Des sauveteurs travaillent un pied d'un immeuble touché par un missile à Kharkiv, dans l'est de l'Ukraine, le 7 mars 2026. © Sergey Bobok, AFP
Le bilan s’est alourdi au fil de la journée. Une frappe russe nocturne sur un immeuble résidentiel de Kharkiv, deuxième plus grande ville d'Ukraine, a fait au moins dix morts samedi 7 mars, dont des enfants, portant à douze le nombre de décès dans les bombardements massifs nocturnes russes qui ont frappé l'ensemble du pays et fait de nombreux blessés.
Les journalistes de l'AFP ont vu des secouristes fouiller les décombres à la recherche de victimes et de survivants dans ce qui fut un immeuble de cinq étages typique de la période soviétique à Kharkiv, ville universitaire et industrielle proche de la frontière avec la Russie.
Le corps d'une dixième victime et les fragments d'un autre corps, ont été retrouvés par les services de secours dans l'après-midi, selon le maire Igor Terekhov.
Les transports civils "visés délibérément"
Une enseignante de primaire, son jeune fils, ainsi qu'une autre femme et son fils adolescent sont morts, tandis que deux garçons de 6 et 11 ans et une jeune fille de 17 ans ont été blessés, selon les autorités locales.
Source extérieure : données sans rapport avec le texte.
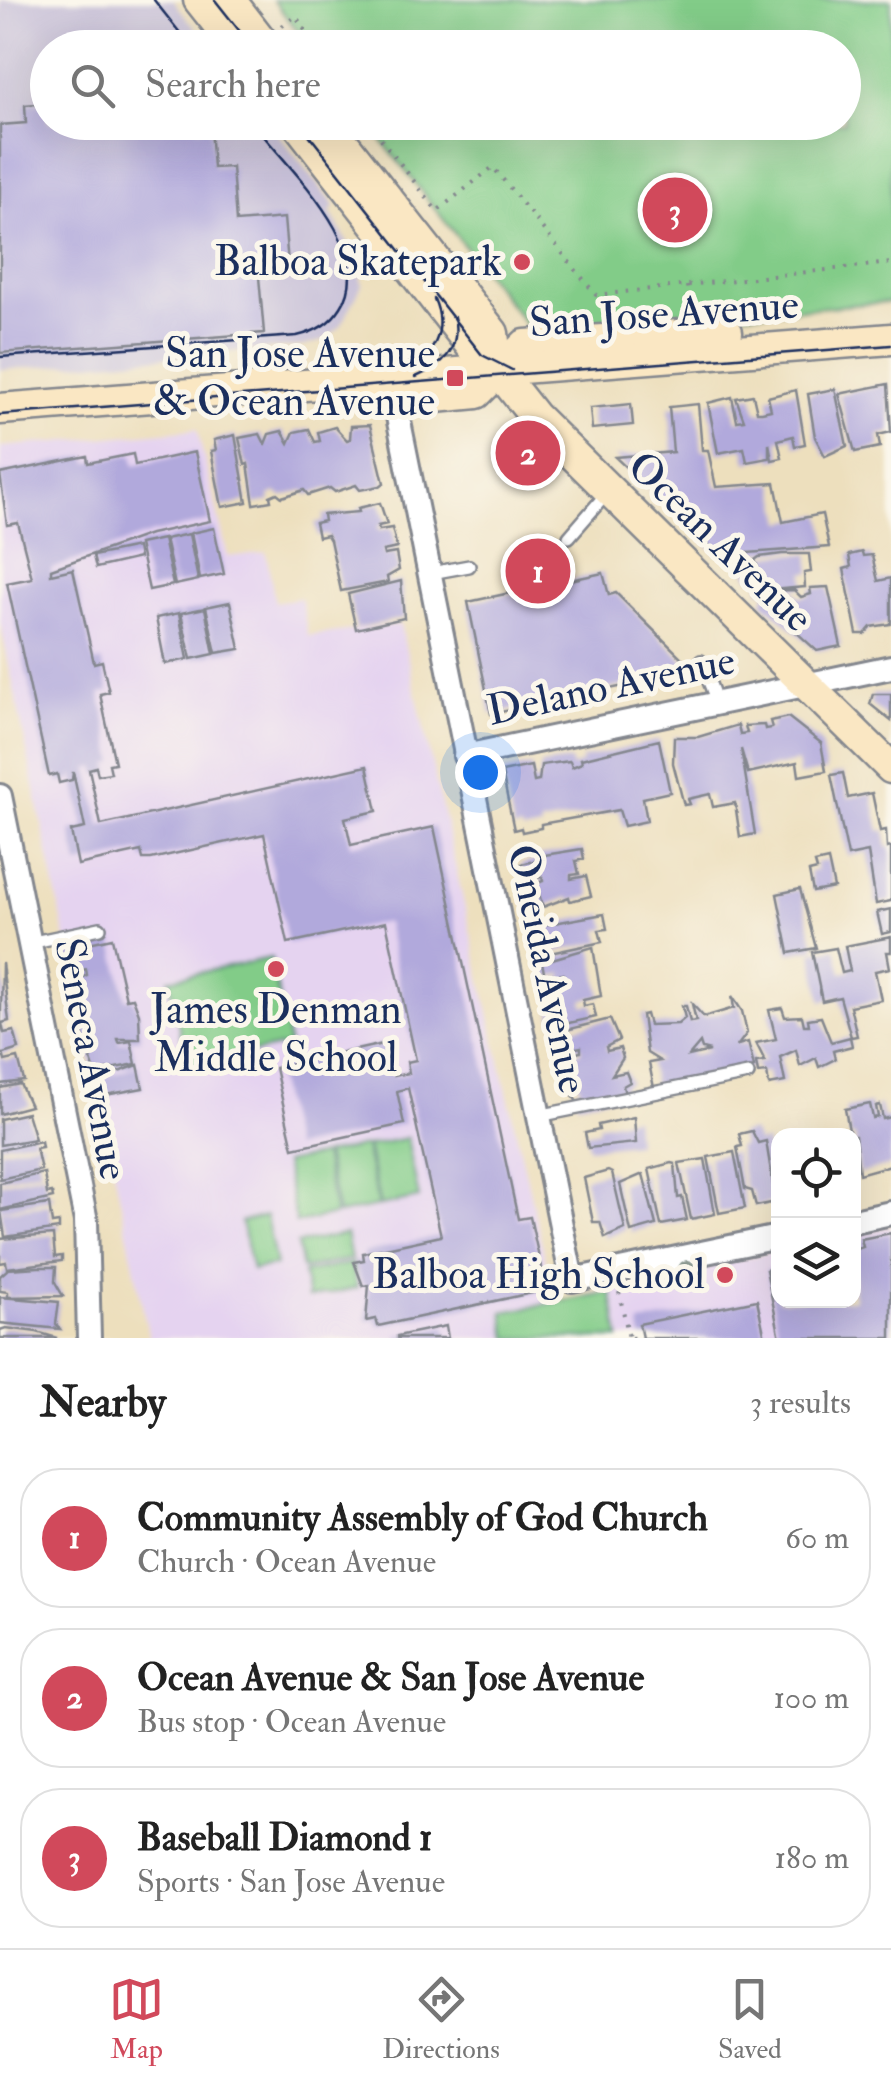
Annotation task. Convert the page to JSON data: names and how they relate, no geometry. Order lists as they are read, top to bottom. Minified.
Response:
{"streets":{"main road":["San Jose Avenue","Ocean Avenue"],"street":["Delano Avenue","Oneida Avenue","Seneca Avenue"]},"crossings":[["San Jose Avenue","Ocean Avenue"],["San Jose Avenue","Oneida Avenue"],["Ocean Avenue","Delano Avenue"],["Delano Avenue","Oneida Avenue"]],"places":{"other":["Balboa Skatepark","James Denman Middle School","Balboa High School"],"transit":["San Jose Avenue & Ocean Avenue"]},"page":{"search":"Search here","pins":["3","2","1"],"heading":["Nearby","3 results"],"list":[{"mark":"1","name":"Community Assembly of God Church","note":"Church · Ocean Avenue","value":"60 m"},{"mark":"2","name":"Ocean Avenue & San Jose Avenue","note":"Bus stop · Ocean Avenue","value":"100 m"},{"mark":"3","name":"Baseball Diamond 1","note":"Sports · San Jose Avenue","value":"180 m"}],"nav":["Map","Directions","Saved"]}}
Selon le président Volodymyr Zelensky, l'immeuble a été frappé par un missile balistique.

Deux personnes ont également été blessées à Chuguiv, à quelques kilomètres au sud-est de Kharkiv, dans une attaque de drones russes qui a frappé une maison du centre-ville, selon la maire Galyna Minaeva.
Ce bilan s'ajoute à un mort et une blessée dans la région de Dnipropetrovsk (centre-est), visée à une vingtaine de reprises par des drones et des tirs d'artillerie et de roquettes selon le chef de l'administration régionale Oleksandr Ganzha, et un mort et quatre blessés dans la région de Soumy (nord).
Trois autres personnes ont été blessées dans la capitale Kiev, et un bébé a été blessé dans la région de Zaporijjia (sud), ont indiqué les autorités locales.

De l'aide... contre des missiles Patriot
Le président Volodymyr Zelensky s'est entretenu avec son homologue français Emmanuel Macron, dans un appel lors duquel il a exhorté l'Union européenne à "mettre en œuvre" son prêt de 90 milliards d'euros à Kiev et le nouveau paquet de sanctions contre la Russie, tous deux actuellement bloqués par la Hongrie.
Volodymyr Zelensky s'est inquiété précédemment que la guerre au Moyen-Orient déclenchée il y a une semaine par les frappes israélo-américaines contre l'Iran pourrait avoir un impact sur les livraisons américaines de munitions pour les systèmes de défense antiaérienne fournis à l'Ukraine par ses alliés occidentaux.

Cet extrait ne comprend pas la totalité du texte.